Whether you're contemplating a company or a country, the greatest risk in human affairs occurs when caution is abandoned in favor of delusional thinking.
Such thinking may be populist (bottom-up) or elitist (top-down); it can capture companies, sectors, and whole nations. From O-rings at NASA and WWII belief in battleships to Dotcom "this time is different", from Hitler to Mao and bin Laden, from prudence and prosperity of the past to risk-taking and economic decline of the present and in hundreds of other historical examples we see a recurring pattern: consistent failure to recognize realities, wild swings in the beliefs - the ideation - by which billions are governed.
Prudence is its own reward. It ensures continuity, sometimes at the expense of progress. The lesson of history is that mankind is NOT prudent. Yet today the governing ideology states that prudence is self-defeating:
“What’s the single most important thing to learn from an economics course today? What I tried to leave my students with is the view that the invisible hand is more powerful than the [un]hidden hand. Things will happen in well-organized efforts without direction, controls, plans. That’s the consensus among economists. That’s the Hayek legacy.”
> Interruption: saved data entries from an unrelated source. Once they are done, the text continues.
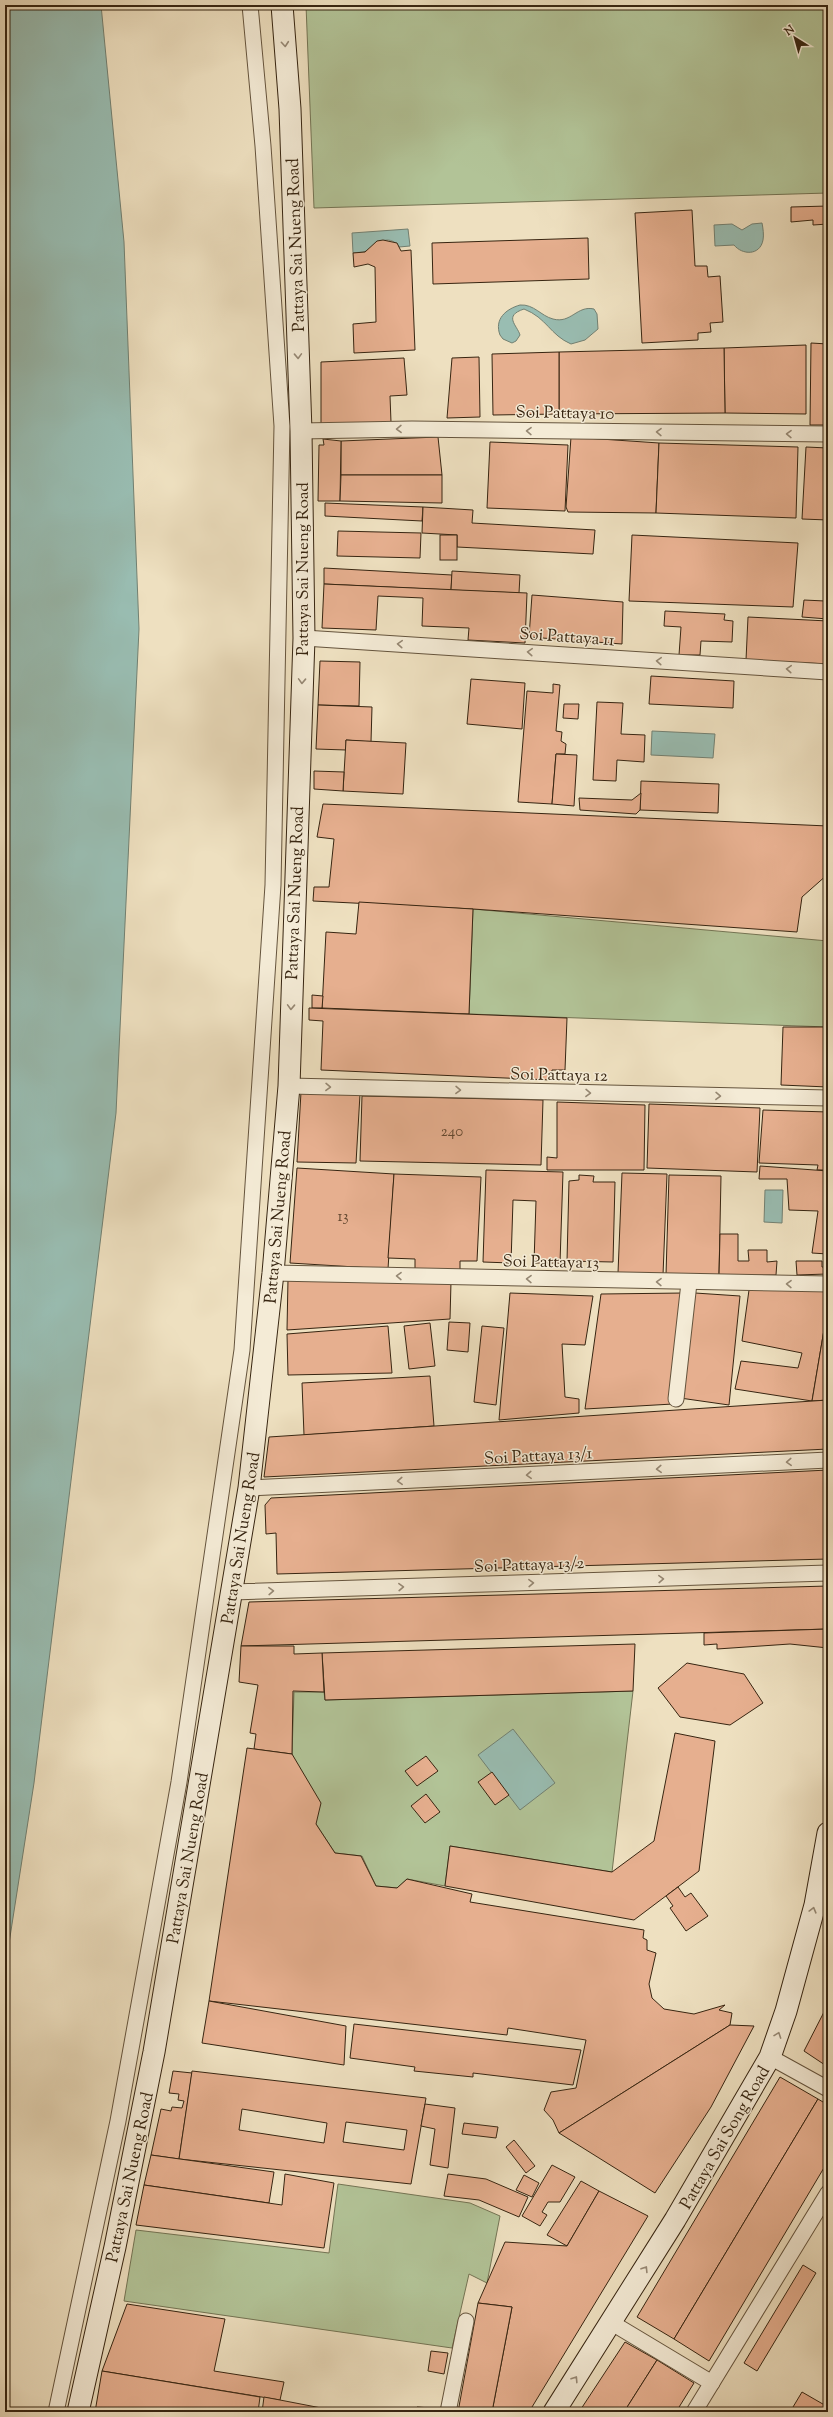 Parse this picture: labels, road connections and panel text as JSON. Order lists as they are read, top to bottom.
{
  "streets": {
    "main road": ["Pattaya Sai Nueng Road", "Pattaya Sai Song Road"],
    "street": [
      "Soi Pattaya 10",
      "Soi Pattaya 11",
      "Soi Pattaya 12",
      "Soi Pattaya 13",
      "Soi Pattaya 13/1",
      "Soi Pattaya 13/2"
    ]
  },
  "crossings": [
    ["Pattaya Sai Nueng Road", "Soi Pattaya 10"],
    ["Pattaya Sai Nueng Road", "Soi Pattaya 11"],
    ["Pattaya Sai Nueng Road", "Soi Pattaya 12"],
    ["Pattaya Sai Nueng Road", "Soi Pattaya 13"],
    ["Pattaya Sai Nueng Road", "Soi Pattaya 13/1"],
    ["Pattaya Sai Nueng Road", "Soi Pattaya 13/2"]
  ],
  "one_way": [
    "Pattaya Sai Nueng Road",
    "Soi Pattaya 10",
    "Soi Pattaya 11",
    "Soi Pattaya 12",
    "Soi Pattaya 13",
    "Soi Pattaya 13/1",
    "Soi Pattaya 13/2",
    "Pattaya Sai Song Road"
  ],
  "house_numbers": ["240", "13"],
  "north": "top left"
}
(Lawrence Summers, quoted in The Commanding Heights: The Battle Between Government and the Marketplace that Is Remaking the Modern World, by Daniel Yergin and Joseph Stanislaw. New York: Simon & Schuster. 1998, pp. 150-151.)
This is just another wild swing in elitist thought and practice. Already, it has brought the global economy to the brink of disaster, and in its complete manifestation, once-prosperous nations and whole population segments to the edge of poverty. The thinking, of course, is evangelized by dominant and profitable financial and corporate sectors -- even as costs of their failures and risks have been assumed by a weary public.
Remember what they tell you: there is no public interest.
Remember that, when you worry about gas in your water supply, about the dangers in a nuclear reactor, about systemic risk and contagion in HFT, finance and economics, about corporate misdeeds, and the Enrons of the world.